08-Aug-2018 Intellasia | Newsweek | 6:02 AM Print This Post

North Korea’s foreign minister plans to visit Iran on Tuesday as both nations face renewed US sanctions due to their nuclear programmes.

Pyongyang’s Ri Yong Ho will arrive in Tehran just as new sanctions from Washington kick in against Iran, Channel News Asia reported. On Saturday, US Secretary of State Mike Pompeo urged the world to maintain “diplomatic and economic pressure” on North Korea to achieve “the final, fully verified denuclearisation.”

In response, Ri criticised the US for “raising its voice louder” against North Korea despite an agreement made between strongman Kim Jong Un and President Donald Trump in June after a face-to-face meeting in Singapore. At the summit, Kim promised to work toward full denuclearisation, but intelligence reports suggested that North Korea has continued its nuclear programme since the meeting.

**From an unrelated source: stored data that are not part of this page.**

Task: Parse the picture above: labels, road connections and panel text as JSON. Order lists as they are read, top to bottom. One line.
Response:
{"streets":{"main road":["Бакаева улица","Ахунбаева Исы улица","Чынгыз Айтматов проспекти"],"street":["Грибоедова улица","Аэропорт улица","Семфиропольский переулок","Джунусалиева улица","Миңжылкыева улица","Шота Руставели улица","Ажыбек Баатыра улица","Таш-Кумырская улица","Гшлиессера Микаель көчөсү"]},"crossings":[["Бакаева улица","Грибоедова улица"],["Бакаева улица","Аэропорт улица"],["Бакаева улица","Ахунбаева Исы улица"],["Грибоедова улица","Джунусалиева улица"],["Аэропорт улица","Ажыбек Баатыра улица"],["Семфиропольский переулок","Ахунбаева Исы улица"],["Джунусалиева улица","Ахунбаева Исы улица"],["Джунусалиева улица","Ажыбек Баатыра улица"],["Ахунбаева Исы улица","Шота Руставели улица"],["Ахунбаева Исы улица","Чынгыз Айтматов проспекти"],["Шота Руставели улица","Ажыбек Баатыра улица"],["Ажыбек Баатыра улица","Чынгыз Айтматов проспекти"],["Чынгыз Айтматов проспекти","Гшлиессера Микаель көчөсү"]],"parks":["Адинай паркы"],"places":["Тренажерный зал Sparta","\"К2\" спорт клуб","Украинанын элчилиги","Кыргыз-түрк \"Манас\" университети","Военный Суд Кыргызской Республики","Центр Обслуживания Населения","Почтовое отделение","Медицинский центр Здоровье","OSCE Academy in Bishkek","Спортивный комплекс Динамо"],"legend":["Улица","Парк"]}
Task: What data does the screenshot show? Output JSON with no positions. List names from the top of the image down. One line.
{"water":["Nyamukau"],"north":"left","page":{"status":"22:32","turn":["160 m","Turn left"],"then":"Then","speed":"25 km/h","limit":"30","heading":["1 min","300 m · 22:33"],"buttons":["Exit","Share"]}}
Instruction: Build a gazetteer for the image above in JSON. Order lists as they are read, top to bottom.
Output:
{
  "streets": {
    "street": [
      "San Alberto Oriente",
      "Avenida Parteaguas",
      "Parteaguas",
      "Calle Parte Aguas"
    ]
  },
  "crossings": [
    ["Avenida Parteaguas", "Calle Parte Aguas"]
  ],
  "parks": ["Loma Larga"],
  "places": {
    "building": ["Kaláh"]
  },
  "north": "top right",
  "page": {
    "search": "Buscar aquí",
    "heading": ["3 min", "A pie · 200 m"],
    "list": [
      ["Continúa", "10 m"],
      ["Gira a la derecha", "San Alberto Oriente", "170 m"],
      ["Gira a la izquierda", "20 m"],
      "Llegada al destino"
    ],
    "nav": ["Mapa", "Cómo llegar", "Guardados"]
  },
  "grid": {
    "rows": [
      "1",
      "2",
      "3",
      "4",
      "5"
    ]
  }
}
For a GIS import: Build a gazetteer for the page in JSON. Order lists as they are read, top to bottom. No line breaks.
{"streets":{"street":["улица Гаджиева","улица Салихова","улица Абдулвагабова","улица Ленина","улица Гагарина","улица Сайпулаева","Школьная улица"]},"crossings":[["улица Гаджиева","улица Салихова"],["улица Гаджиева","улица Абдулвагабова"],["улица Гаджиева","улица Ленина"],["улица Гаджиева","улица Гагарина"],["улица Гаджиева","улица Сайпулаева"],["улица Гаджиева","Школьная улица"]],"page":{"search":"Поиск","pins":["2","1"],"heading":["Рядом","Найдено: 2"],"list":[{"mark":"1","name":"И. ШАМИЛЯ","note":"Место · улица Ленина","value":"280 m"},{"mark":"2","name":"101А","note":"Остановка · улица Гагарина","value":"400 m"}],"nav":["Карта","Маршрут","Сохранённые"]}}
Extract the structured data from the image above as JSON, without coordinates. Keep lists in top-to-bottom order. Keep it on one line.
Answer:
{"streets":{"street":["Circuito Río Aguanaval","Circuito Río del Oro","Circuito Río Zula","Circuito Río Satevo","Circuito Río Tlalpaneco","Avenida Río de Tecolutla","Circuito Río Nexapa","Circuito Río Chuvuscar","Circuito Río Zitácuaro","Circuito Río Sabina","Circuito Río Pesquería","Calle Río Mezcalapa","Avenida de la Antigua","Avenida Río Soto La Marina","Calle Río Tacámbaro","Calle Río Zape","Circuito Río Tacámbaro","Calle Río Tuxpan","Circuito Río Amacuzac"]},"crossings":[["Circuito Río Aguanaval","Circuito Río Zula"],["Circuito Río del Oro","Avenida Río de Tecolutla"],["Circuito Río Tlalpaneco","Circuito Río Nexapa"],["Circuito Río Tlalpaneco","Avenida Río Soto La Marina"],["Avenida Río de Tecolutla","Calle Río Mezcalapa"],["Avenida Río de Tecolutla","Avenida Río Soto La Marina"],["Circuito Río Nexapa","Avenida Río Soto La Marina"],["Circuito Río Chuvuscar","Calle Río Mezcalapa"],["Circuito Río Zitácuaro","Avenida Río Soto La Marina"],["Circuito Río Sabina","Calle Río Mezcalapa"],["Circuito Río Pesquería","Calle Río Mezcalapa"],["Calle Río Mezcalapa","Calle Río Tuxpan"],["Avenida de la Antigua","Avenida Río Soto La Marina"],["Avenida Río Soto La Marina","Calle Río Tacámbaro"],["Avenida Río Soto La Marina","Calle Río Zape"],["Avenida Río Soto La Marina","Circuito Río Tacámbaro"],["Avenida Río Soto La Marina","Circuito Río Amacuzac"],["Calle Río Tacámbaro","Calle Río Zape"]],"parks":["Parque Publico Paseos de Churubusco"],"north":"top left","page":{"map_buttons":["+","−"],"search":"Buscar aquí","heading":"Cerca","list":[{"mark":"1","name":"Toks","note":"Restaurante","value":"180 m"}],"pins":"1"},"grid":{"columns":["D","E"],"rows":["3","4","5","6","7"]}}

Iran faces new sanctions as a result of Trump’s May decision to remove the US from the 2015 Joint Comprehensive Plan of Action (JCPOA), commonly known as the Iran Nuclear Deal. The agreement’s other signatoriesGermany, France, the United Kingdom, Russia and Chinaall expressed frustration with the US decision and have worked to preserve the treaty. Following Trump’s order, Pompeo announced that the US would carry out “the strongest sanctions in history” against Tehran.

During his visit to Iran, Ri will meet with his counterpart, Iranian Foreign minister Javad Zarif. It’s unknown what specific issues the two ministers will discuss. However, as both nations face US sanctions due to their nuclear programmes, they have numerous common concerns. Previous reports have also claimed that Iran and North Korea have collaborated on their nuclear missile programmes.

At the same time, North Korea and Iran have each taken a markedly different approach toward the US under the current administration. Whereas Tehran has consistently refused to negotiate directly with the White House under Trump, Pyongyang has been far more open to direct dialogue than it has been in years.

Analysts have said that Iran’s supreme leader, Ayatollah Khamenei, has instituted a hard-line policy of no engagement with the Trump administration. Meanwhile, Kim became the first North Korean head of government to meet with a US president face-to-face.

Major general Mohammad Ali Jafari, the commander of Iran’s Revolutionary Guards, even criticised North Korea for the summit in June. Suggesting Kim had “surrendered” to Washington, Jafari insisted that Iran “will not do the same.”